Likewise. At the time my folks could just about stretch to a ZX81 plus 16k RAM Pack[0], but not a wobble stopper[1] - so we fashioned one out of corrugated cardboard and gaffer tape. A few years later I scored an upgrade to the ZX Spectrum+ which was an absolute revelation - what with stuff like colour and sound.

I learnt BASIC through typing out listings from ZX Computing Monthly, Sinclair User, Your Sinclair, and others, borrowed from the local library. I forget the name of the magazines which had multi-platform listings, for the Electron and Vic-20 and MSX and others.

[0] https://en.wikipedia.org/wiki/RAM_pack [1] https://web.archive.org/web/20110614170203/http://www.sincus...

Since it was my first computer, and the reason I started programming, I dug out one of the old badges I earned by submitting POKEs to the magazine:

https://i.imgur.com/FT97X2H.jpg

Computer & Video Games (C&VG) and Your Computer used to have multi-platform listings, even including machines such as the Sharp MZ-80 series.
ZX Spectrum is my first machine.
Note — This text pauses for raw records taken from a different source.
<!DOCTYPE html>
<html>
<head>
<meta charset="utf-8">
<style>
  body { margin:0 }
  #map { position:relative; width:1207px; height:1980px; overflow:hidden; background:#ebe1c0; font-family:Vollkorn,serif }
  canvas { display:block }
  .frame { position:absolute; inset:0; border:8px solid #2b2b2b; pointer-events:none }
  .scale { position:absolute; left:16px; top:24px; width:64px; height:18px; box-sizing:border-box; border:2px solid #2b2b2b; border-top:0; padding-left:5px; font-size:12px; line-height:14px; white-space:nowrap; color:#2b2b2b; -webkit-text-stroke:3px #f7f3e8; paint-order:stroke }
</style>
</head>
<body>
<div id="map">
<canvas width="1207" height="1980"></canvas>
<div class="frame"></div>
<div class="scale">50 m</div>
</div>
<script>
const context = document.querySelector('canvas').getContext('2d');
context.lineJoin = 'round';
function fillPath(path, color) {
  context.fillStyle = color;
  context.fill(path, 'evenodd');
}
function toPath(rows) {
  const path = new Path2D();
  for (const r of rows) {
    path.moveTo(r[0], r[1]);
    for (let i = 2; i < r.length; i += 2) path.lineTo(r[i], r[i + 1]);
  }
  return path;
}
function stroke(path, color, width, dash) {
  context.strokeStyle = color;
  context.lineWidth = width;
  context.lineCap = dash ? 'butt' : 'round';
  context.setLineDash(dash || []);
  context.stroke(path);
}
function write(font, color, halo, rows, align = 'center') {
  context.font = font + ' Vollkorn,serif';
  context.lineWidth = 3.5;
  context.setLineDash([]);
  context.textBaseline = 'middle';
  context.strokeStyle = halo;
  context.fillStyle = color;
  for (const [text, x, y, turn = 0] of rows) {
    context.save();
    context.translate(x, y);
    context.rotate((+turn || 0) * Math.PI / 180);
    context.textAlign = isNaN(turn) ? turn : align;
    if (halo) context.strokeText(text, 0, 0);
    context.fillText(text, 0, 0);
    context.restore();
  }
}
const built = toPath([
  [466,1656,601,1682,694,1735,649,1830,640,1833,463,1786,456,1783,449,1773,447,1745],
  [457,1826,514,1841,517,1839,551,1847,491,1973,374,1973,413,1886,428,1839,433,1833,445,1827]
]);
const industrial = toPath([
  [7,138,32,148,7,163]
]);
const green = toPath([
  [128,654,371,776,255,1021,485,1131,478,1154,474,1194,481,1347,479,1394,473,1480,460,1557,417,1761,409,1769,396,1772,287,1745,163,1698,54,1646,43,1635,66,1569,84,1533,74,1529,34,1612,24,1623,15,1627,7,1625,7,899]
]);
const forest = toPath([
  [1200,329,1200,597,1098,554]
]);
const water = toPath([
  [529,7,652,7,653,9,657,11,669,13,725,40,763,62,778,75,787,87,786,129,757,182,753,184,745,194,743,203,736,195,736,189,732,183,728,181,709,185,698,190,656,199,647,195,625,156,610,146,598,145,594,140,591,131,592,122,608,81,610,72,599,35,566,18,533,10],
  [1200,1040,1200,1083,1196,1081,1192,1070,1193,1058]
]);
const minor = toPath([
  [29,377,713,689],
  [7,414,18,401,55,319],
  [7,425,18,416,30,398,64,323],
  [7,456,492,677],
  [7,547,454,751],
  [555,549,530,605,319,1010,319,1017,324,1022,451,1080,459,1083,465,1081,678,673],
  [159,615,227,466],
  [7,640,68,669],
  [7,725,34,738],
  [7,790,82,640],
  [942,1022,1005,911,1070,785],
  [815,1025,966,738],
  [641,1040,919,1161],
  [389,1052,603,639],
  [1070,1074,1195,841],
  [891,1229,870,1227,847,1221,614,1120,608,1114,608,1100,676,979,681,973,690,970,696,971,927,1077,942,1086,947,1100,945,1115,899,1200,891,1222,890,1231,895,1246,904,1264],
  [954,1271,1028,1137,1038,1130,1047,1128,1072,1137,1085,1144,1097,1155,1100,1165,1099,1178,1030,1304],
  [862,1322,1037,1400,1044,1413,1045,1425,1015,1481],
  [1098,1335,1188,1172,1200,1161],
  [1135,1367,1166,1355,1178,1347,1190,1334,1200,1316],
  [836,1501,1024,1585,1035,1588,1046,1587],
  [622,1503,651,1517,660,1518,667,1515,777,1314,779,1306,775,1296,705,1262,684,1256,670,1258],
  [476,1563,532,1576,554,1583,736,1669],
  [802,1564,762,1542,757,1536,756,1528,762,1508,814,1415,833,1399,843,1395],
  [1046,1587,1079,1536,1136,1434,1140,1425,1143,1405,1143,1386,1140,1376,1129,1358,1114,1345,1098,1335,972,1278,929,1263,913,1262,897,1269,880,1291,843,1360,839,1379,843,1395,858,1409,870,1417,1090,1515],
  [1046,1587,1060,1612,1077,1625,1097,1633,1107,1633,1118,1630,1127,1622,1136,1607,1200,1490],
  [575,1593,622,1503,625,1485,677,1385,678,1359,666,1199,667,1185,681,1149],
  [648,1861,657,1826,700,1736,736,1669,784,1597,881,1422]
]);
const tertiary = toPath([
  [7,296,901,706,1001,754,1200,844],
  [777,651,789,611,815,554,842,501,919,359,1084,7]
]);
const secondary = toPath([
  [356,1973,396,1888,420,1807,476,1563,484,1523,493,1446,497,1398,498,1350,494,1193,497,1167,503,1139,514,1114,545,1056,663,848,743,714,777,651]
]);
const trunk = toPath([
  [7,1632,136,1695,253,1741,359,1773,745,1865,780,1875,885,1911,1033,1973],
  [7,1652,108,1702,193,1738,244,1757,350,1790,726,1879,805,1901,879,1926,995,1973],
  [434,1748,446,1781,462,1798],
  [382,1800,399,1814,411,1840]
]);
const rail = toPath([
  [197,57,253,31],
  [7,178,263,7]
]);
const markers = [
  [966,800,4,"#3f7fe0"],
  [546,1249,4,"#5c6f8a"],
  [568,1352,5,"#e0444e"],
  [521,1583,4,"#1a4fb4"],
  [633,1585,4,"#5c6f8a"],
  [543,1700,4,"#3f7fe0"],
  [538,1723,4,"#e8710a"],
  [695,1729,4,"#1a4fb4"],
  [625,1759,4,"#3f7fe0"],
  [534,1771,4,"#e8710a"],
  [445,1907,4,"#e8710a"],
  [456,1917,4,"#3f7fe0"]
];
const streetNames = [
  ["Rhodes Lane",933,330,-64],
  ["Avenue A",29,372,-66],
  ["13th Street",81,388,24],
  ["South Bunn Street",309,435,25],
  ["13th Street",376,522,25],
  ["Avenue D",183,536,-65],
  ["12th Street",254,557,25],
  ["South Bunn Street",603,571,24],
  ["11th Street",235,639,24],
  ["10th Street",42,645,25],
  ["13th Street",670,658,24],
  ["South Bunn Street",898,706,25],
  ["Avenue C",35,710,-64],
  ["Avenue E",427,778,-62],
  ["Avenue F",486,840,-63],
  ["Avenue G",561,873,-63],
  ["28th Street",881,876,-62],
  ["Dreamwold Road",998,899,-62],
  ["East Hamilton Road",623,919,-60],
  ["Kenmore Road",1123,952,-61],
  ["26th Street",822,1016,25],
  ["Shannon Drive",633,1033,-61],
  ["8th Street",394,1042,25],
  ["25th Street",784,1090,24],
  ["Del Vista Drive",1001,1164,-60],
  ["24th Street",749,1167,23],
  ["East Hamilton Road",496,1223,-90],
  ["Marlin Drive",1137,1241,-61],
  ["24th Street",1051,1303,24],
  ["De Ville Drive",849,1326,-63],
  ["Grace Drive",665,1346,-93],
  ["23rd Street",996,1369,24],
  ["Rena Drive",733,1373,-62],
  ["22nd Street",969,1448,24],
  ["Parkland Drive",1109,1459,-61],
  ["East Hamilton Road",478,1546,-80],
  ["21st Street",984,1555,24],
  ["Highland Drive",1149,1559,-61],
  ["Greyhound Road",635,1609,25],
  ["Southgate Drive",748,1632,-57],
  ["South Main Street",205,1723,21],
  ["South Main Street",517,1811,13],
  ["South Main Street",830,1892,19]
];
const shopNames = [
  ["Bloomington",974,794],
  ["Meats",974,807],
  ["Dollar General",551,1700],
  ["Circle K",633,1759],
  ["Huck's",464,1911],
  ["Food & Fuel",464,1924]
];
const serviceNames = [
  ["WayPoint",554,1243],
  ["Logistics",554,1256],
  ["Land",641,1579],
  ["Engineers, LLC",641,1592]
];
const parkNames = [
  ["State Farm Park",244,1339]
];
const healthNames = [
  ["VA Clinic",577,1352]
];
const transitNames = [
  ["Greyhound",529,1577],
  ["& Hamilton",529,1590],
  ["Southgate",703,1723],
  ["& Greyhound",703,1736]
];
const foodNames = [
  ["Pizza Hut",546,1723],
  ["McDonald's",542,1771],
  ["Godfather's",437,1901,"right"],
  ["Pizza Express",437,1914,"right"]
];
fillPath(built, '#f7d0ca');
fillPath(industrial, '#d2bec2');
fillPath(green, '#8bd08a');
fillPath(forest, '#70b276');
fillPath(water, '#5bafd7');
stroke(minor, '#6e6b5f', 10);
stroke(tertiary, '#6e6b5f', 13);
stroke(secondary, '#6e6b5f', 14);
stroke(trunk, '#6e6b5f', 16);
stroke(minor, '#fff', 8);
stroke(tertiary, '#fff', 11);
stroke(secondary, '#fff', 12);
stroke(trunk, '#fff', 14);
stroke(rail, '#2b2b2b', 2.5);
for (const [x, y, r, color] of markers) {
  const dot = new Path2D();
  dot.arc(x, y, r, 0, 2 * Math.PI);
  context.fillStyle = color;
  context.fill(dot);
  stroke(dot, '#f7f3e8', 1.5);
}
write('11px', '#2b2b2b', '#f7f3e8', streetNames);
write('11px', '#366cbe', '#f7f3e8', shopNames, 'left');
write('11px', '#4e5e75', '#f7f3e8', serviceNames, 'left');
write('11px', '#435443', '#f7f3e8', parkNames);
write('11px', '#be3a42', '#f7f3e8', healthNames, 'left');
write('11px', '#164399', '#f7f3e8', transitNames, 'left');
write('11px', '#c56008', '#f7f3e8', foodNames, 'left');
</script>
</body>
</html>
Always wondered how much it could do with such a small footprint.

It gave me so much appreciation for native CPU instructions and efficient use of hardware.

Including Portuguese and Spanish as well, it was the most relevant 8 bit computer in the Iberian Peninsula.
i was fortunate enough to have access to a bbc-micro (acorn) machine while growing up. and spent many a pleasant evenings programming 2d function plots, with zoom and scale, taylor series expansion of trigonometric functions, learning about matrix multiplication, solving small simultaneous equations using gauss-jordan...at some point in time i just stopped studying any ‘fundamental’ subject f.e physics/maths/chemistry much to the annoyance of my parents so much so that i was banned from using the machine. but guess what, i continued writing programs on notebooks by hand, and would run sims to trace their execution...to say that i was obsessed would be such an understatement. i think i was intoxicated on the whole thing... :)
ZX81 was my first machine. Got me hooked on coding at 11, and I'm still coding full time for a living 36 years later.

I learnt the most important aspects of programming on the ZX81 with nothing more than 1k RAM, a small B&W CRT TV and a tape recorder.